▸ Source material:
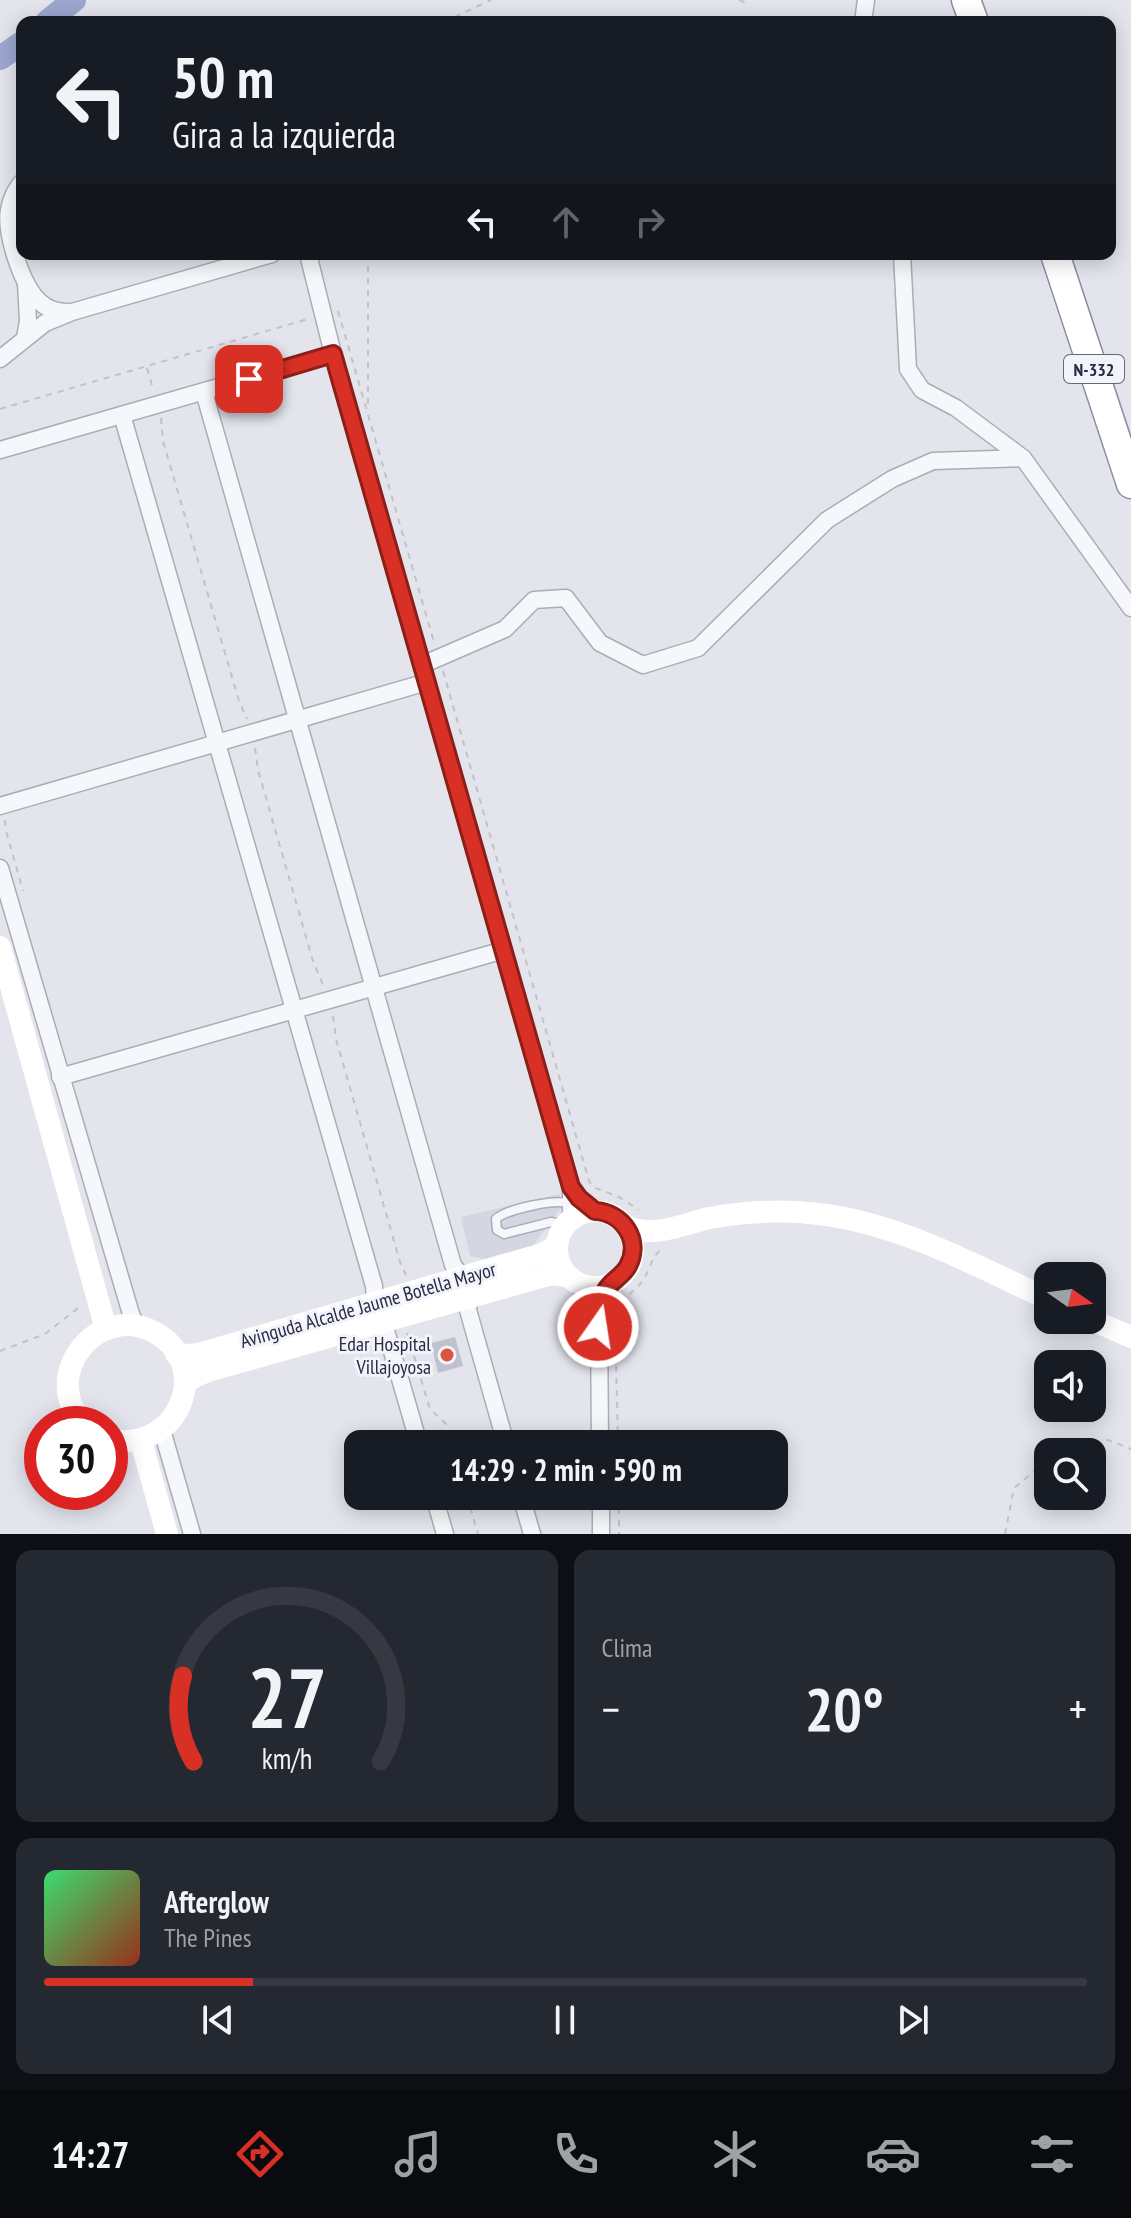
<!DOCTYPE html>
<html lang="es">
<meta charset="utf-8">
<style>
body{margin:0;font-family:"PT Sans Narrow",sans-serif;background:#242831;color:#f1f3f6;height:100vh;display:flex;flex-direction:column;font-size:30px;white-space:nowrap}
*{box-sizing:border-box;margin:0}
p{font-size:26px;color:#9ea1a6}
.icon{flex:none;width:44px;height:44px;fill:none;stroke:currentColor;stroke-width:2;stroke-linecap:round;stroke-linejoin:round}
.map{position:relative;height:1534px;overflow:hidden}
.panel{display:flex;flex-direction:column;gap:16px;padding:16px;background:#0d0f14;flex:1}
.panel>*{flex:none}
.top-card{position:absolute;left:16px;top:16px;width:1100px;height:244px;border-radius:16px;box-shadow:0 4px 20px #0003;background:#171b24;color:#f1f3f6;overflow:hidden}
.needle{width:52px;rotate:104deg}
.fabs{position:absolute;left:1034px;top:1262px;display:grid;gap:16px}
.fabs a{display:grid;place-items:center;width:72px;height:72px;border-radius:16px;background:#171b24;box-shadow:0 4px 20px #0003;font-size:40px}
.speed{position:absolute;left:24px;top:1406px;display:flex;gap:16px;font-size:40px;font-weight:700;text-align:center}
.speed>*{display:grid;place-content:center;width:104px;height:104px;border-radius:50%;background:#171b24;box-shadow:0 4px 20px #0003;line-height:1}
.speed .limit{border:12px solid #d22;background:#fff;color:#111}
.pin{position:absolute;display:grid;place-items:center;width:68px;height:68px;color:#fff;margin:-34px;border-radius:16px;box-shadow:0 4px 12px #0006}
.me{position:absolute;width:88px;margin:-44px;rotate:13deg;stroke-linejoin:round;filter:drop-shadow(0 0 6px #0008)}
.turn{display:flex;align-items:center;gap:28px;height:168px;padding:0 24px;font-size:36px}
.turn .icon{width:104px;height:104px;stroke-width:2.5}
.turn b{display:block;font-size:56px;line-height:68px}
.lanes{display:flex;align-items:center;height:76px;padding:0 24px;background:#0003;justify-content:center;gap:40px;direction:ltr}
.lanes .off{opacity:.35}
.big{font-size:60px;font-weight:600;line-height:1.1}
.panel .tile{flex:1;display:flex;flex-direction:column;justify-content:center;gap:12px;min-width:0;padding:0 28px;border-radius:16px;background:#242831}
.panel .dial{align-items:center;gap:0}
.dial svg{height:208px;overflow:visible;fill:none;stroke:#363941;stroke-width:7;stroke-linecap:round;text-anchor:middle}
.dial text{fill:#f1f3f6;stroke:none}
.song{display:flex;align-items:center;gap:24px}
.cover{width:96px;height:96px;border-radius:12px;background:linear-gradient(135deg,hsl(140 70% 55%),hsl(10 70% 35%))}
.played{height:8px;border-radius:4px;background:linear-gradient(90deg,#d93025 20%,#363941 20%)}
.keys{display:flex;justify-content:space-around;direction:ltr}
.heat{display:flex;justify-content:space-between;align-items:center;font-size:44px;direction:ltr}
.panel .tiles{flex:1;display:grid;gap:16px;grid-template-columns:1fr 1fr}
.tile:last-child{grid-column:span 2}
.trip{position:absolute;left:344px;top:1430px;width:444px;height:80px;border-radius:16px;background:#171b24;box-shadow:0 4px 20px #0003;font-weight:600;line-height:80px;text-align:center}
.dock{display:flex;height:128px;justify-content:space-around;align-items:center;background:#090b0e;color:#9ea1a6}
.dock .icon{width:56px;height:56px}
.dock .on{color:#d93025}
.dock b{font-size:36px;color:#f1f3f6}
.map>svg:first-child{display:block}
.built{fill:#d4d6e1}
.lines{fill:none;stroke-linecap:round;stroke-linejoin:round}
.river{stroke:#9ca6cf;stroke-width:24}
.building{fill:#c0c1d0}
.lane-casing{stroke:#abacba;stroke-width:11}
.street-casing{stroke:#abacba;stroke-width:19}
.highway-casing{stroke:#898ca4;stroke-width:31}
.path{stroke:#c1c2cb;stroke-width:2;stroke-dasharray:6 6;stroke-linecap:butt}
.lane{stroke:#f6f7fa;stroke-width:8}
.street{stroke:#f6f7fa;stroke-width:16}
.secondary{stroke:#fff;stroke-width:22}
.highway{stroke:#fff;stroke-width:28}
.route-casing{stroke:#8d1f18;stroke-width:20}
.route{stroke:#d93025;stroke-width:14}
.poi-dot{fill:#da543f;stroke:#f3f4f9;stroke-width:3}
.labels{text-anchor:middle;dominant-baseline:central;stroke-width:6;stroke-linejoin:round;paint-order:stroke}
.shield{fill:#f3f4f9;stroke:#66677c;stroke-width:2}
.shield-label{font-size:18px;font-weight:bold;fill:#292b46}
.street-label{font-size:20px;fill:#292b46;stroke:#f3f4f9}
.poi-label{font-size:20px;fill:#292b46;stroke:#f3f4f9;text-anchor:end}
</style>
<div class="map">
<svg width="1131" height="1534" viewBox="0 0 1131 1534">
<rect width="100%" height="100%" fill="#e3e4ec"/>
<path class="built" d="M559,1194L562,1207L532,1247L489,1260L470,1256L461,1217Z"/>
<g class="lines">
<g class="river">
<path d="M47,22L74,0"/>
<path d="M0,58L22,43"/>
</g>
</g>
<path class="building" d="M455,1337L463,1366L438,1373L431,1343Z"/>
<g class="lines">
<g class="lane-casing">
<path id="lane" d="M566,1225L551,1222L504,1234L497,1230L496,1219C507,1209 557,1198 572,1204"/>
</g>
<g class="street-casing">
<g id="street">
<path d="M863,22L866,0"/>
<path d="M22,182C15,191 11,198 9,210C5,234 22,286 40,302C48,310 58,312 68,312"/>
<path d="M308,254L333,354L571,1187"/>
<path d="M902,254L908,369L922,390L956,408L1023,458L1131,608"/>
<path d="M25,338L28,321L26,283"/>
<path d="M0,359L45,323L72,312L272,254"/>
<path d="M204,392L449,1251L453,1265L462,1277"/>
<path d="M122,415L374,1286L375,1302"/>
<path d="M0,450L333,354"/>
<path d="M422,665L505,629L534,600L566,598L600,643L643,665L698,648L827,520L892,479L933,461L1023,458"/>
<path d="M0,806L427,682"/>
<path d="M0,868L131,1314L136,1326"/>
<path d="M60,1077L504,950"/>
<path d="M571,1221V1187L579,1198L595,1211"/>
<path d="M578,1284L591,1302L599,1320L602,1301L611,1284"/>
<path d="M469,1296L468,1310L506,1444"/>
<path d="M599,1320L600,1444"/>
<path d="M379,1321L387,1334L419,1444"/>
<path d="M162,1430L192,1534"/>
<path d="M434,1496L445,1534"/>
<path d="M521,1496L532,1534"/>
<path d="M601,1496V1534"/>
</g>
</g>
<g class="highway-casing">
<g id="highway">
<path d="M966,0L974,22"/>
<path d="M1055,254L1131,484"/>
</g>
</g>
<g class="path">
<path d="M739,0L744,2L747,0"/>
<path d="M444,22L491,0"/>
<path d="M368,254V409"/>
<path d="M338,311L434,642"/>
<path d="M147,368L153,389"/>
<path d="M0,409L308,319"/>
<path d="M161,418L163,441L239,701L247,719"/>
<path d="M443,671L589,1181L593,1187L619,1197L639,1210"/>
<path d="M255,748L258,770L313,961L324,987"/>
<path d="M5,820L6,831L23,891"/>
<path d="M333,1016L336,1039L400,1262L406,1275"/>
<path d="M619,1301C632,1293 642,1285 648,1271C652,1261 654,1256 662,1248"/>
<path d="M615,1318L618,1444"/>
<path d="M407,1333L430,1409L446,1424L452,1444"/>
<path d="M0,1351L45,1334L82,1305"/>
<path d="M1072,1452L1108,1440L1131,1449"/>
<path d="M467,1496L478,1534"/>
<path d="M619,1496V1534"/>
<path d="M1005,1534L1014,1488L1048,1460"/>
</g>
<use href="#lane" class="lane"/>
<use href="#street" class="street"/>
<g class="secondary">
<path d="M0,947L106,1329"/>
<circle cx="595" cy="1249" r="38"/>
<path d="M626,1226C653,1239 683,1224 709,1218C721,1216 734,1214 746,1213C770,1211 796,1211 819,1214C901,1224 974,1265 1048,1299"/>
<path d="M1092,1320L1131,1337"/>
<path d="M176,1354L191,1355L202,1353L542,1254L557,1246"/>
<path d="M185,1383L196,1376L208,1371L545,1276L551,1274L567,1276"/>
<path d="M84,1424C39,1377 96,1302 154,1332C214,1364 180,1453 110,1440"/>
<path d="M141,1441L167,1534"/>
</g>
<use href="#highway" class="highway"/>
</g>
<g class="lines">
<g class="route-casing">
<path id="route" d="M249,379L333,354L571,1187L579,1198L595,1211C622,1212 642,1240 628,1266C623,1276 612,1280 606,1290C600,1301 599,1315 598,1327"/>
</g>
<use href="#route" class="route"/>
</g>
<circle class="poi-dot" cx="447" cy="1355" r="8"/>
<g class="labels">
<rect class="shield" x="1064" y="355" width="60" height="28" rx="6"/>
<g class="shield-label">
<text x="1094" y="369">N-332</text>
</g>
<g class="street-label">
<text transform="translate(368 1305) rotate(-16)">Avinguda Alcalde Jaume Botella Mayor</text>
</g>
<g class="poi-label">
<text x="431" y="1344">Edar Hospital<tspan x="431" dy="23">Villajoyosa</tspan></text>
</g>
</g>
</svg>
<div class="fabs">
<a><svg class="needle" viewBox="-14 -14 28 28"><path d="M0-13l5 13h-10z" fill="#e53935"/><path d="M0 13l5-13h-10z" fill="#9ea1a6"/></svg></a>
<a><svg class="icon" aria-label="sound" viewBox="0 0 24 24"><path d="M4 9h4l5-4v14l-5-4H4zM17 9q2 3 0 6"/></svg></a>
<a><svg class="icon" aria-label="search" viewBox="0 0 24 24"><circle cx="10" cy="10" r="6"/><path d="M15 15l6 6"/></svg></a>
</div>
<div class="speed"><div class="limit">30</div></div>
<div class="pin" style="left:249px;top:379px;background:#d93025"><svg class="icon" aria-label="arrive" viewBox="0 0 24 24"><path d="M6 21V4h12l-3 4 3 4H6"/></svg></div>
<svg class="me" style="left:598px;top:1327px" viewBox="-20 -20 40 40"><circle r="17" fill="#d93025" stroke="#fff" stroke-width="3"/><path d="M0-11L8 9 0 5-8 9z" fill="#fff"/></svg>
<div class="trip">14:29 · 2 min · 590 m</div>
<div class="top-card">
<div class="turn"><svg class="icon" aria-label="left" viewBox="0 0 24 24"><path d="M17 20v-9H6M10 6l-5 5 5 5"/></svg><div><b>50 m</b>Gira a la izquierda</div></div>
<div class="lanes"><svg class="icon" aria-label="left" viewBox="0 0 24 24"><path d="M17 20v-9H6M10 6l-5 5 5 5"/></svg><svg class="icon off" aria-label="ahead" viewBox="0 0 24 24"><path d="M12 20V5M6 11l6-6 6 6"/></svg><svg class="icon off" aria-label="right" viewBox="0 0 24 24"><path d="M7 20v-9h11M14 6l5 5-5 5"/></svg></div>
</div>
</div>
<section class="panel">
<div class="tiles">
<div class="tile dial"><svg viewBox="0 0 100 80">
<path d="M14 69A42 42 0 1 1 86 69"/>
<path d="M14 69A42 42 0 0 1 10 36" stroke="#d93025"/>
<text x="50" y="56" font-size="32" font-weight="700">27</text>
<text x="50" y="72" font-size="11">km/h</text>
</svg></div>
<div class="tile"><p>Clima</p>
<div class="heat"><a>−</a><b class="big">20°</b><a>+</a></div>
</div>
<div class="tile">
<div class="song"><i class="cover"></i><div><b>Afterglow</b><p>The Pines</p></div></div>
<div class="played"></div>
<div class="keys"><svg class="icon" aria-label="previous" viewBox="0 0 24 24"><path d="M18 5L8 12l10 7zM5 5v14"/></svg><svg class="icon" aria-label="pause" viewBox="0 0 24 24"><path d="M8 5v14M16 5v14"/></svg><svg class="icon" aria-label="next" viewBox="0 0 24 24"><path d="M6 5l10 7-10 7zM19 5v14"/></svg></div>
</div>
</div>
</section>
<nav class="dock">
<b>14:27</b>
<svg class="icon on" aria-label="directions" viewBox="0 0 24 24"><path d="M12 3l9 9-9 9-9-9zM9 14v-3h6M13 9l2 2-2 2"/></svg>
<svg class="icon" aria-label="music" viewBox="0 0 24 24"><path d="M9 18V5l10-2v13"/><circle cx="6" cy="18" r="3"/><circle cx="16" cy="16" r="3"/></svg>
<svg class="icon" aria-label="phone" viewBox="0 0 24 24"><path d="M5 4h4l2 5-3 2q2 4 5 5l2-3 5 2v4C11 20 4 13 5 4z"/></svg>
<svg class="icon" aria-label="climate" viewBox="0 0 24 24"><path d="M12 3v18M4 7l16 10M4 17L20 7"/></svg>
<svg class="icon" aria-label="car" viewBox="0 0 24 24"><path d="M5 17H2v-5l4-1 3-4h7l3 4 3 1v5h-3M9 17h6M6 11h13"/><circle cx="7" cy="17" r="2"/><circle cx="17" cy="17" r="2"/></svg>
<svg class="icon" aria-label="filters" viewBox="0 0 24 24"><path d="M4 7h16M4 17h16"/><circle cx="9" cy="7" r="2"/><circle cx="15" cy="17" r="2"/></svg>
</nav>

▸ Task instructions: Lines containing the word "keys": copy every one of them from the records above.

▸ Task answer:
.keys{display:flex;justify-content:space-around;direction:ltr}
<div class="keys"><svg class="icon" aria-label="previous" viewBox="0 0 24 24"><path d="M18 5L8 12l10 7zM5 5v14"/></svg><svg class="icon" aria-label="pause" viewBox="0 0 24 24"><path d="M8 5v14M16 5v14"/></svg><svg class="icon" aria-label="next" viewBox="0 0 24 24"><path d="M6 5l10 7-10 7zM19 5v14"/></svg></div>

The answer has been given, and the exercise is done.